Stored items
# # # # # # #

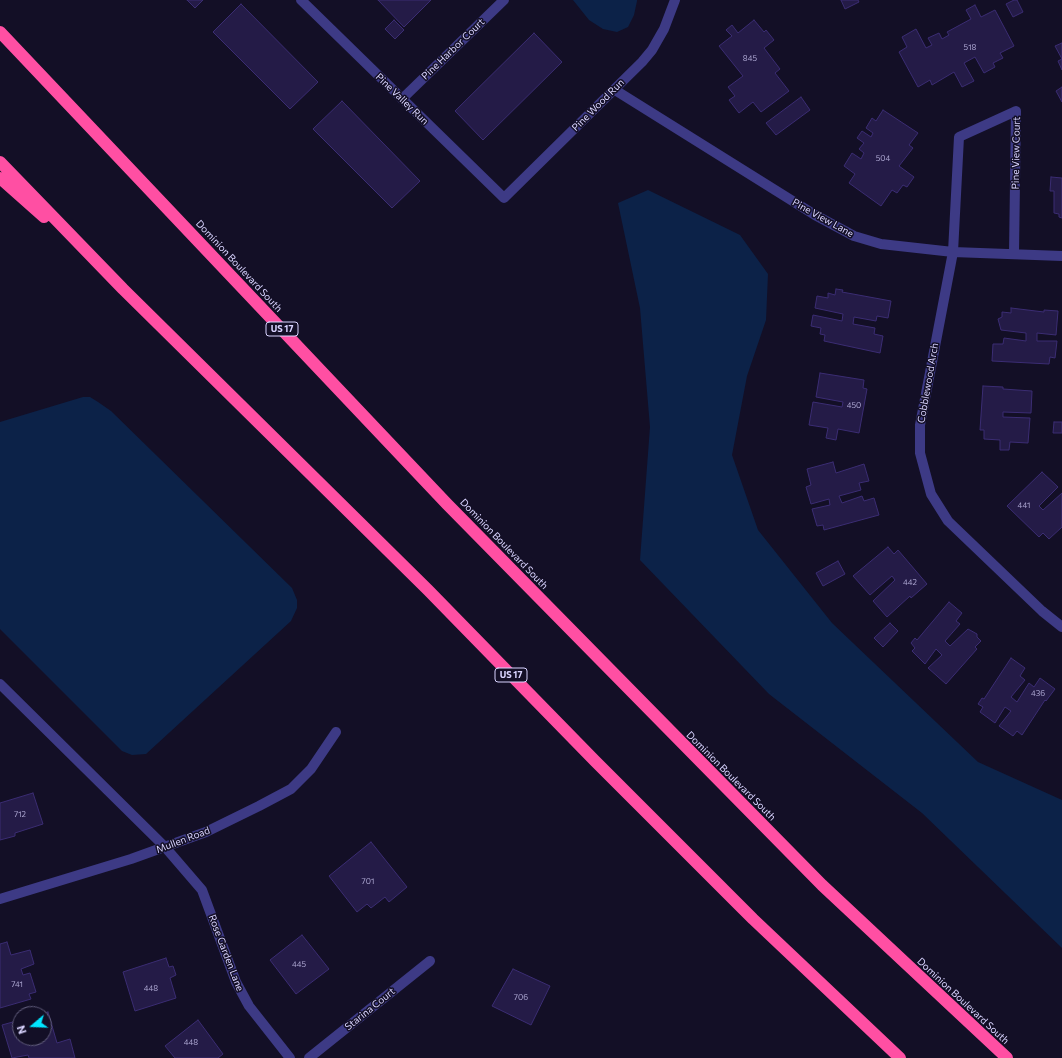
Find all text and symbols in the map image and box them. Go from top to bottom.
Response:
street label: Pine Harbor Court [419,16,487,82]
house number: 518 [964,42,976,52]
house number: 845 [743,53,757,63]
street label: Pine Valley Run [373,71,431,127]
street label: Pine Wood Run [569,76,627,134]
street label: Pine View Court [1009,117,1023,189]
house number: 504 [876,153,890,163]
street label: Pine View Lane [790,196,856,240]
street label: Dominion Boulevard South [193,218,285,314]
road number: US 17 [266,322,298,336]
street label: Cobblewood Arch [915,342,941,424]
house number: 450 [847,400,861,410]
street label: Dominion Boulevard South [458,496,550,592]
house number: 441 [1018,500,1030,510]
house number: 442 [903,577,917,587]
road number: US 17 [495,668,527,682]
house number: 436 [1031,688,1045,698]
street label: Dominion Boulevard South [684,729,778,823]
house number: 712 [14,809,26,819]
street label: Mullen Road [154,824,212,856]
house number: 701 [362,876,374,886]
street label: Rose Garden Lane [206,913,246,993]
street label: Dominion Boulevard South [915,955,1011,1047]
house number: 445 [292,959,306,969]
house number: 741 [11,979,23,989]
house number: 448 [144,983,158,993]
street label: Starina Court [343,985,397,1033]
house number: 706 [514,992,528,1002]
north arrow [12,1006,52,1046]
text: N [14,1024,29,1036]
house number: 448 [184,1037,198,1047]

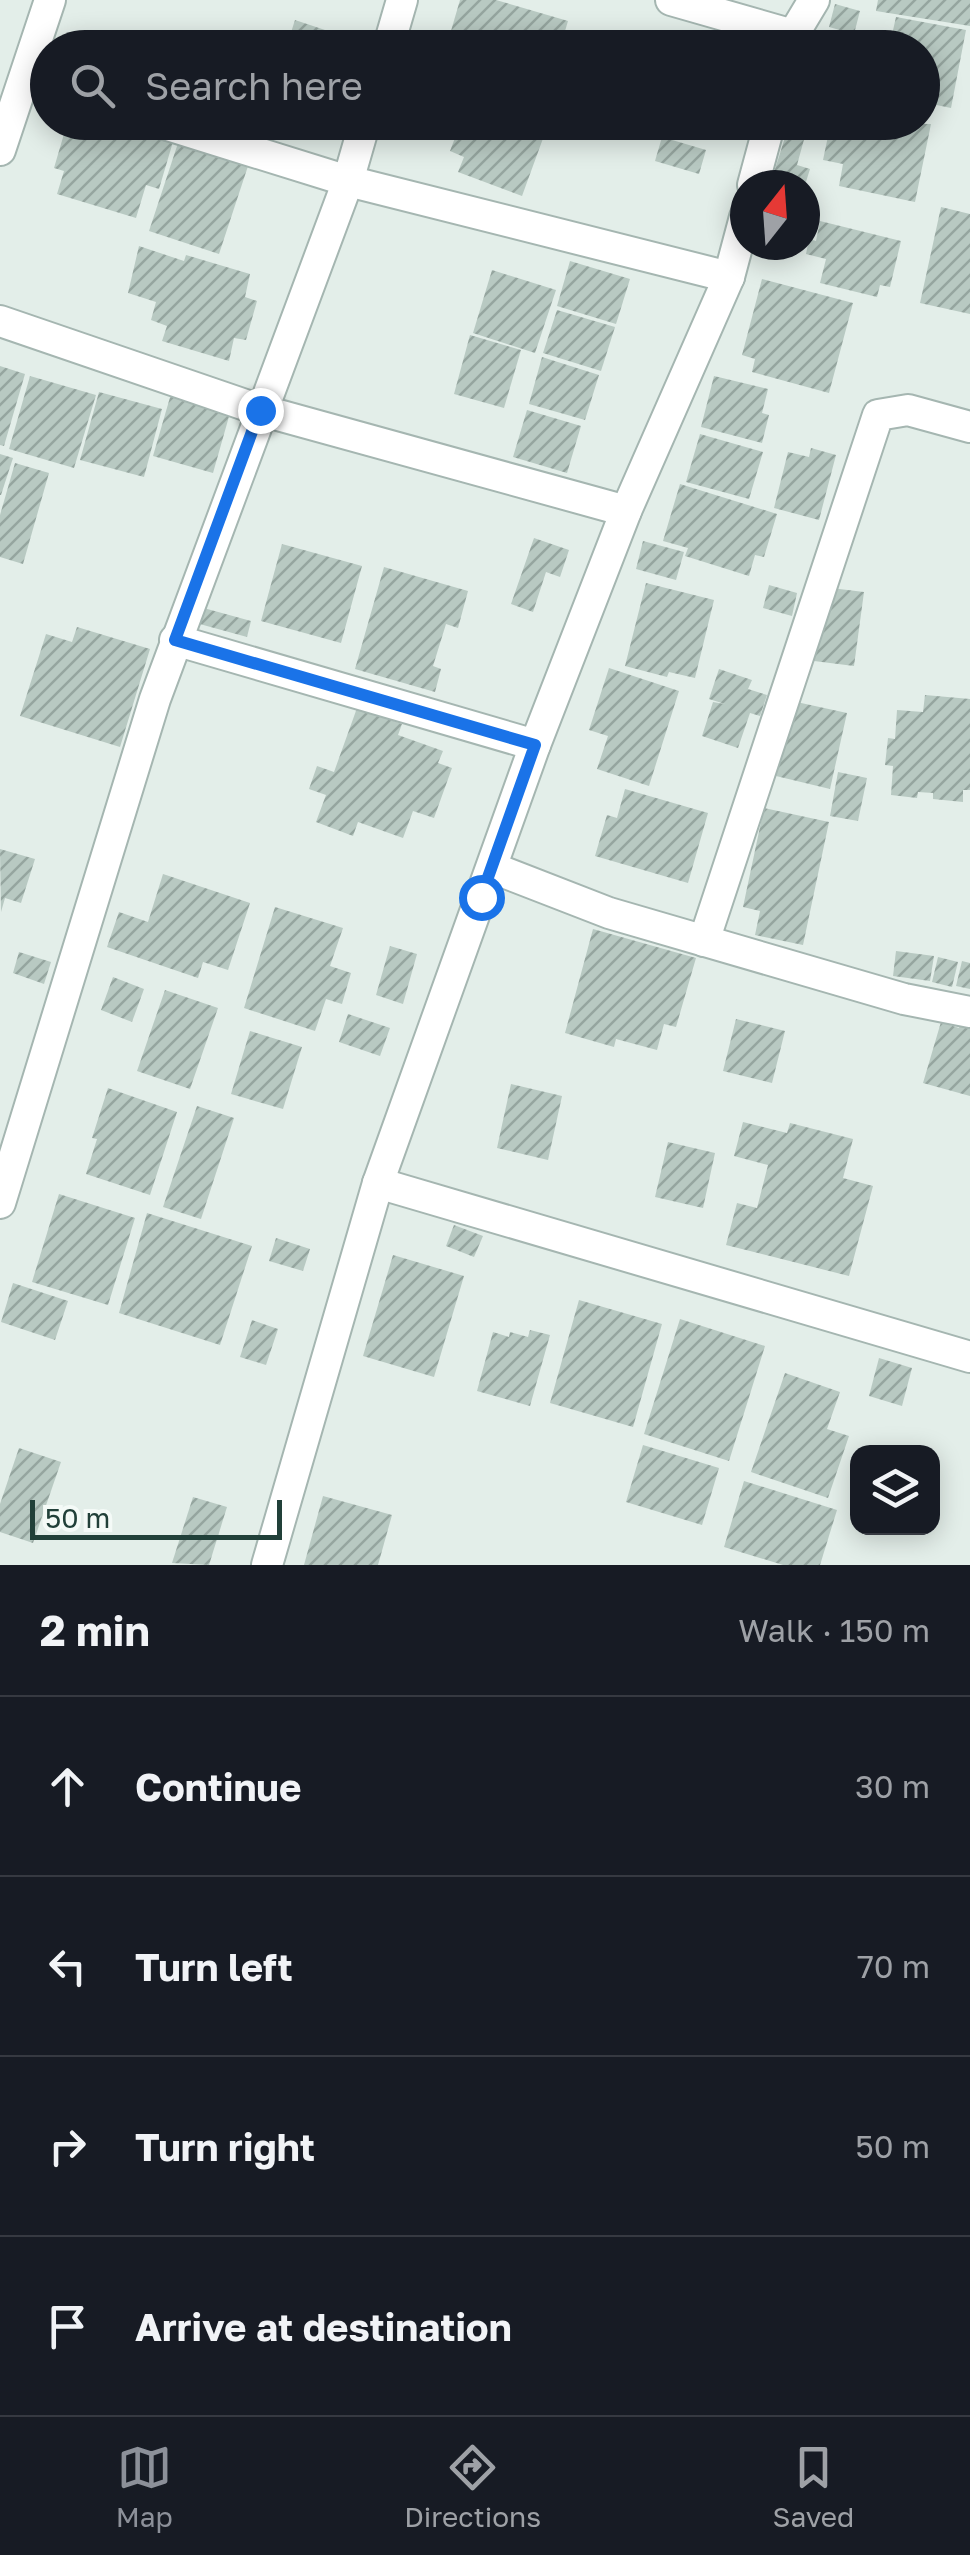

# # # # # # #

WORK REQUEST >> The required output is each line above restated verbatim, with all images omitted.

TASK RESULT >>
Find all text and symbols in the map image and box them. Go from top to bottom.
Response:
street label: Pine Harbor Court [419,16,487,82]
house number: 518 [964,42,976,52]
house number: 845 [743,53,757,63]
street label: Pine Valley Run [373,71,431,127]
street label: Pine Wood Run [569,76,627,134]
street label: Pine View Court [1009,117,1023,189]
house number: 504 [876,153,890,163]
street label: Pine View Lane [790,196,856,240]
street label: Dominion Boulevard South [193,218,285,314]
road number: US 17 [266,322,298,336]
street label: Cobblewood Arch [915,342,941,424]
house number: 450 [847,400,861,410]
street label: Dominion Boulevard South [458,496,550,592]
house number: 441 [1018,500,1030,510]
house number: 442 [903,577,917,587]
road number: US 17 [495,668,527,682]
house number: 436 [1031,688,1045,698]
street label: Dominion Boulevard South [684,729,778,823]
house number: 712 [14,809,26,819]
street label: Mullen Road [154,824,212,856]
house number: 701 [362,876,374,886]
street label: Rose Garden Lane [206,913,246,993]
street label: Dominion Boulevard South [915,955,1011,1047]
house number: 445 [292,959,306,969]
house number: 741 [11,979,23,989]
house number: 448 [144,983,158,993]
street label: Starina Court [343,985,397,1033]
house number: 706 [514,992,528,1002]
north arrow [12,1006,52,1046]
text: N [14,1024,29,1036]
house number: 448 [184,1037,198,1047]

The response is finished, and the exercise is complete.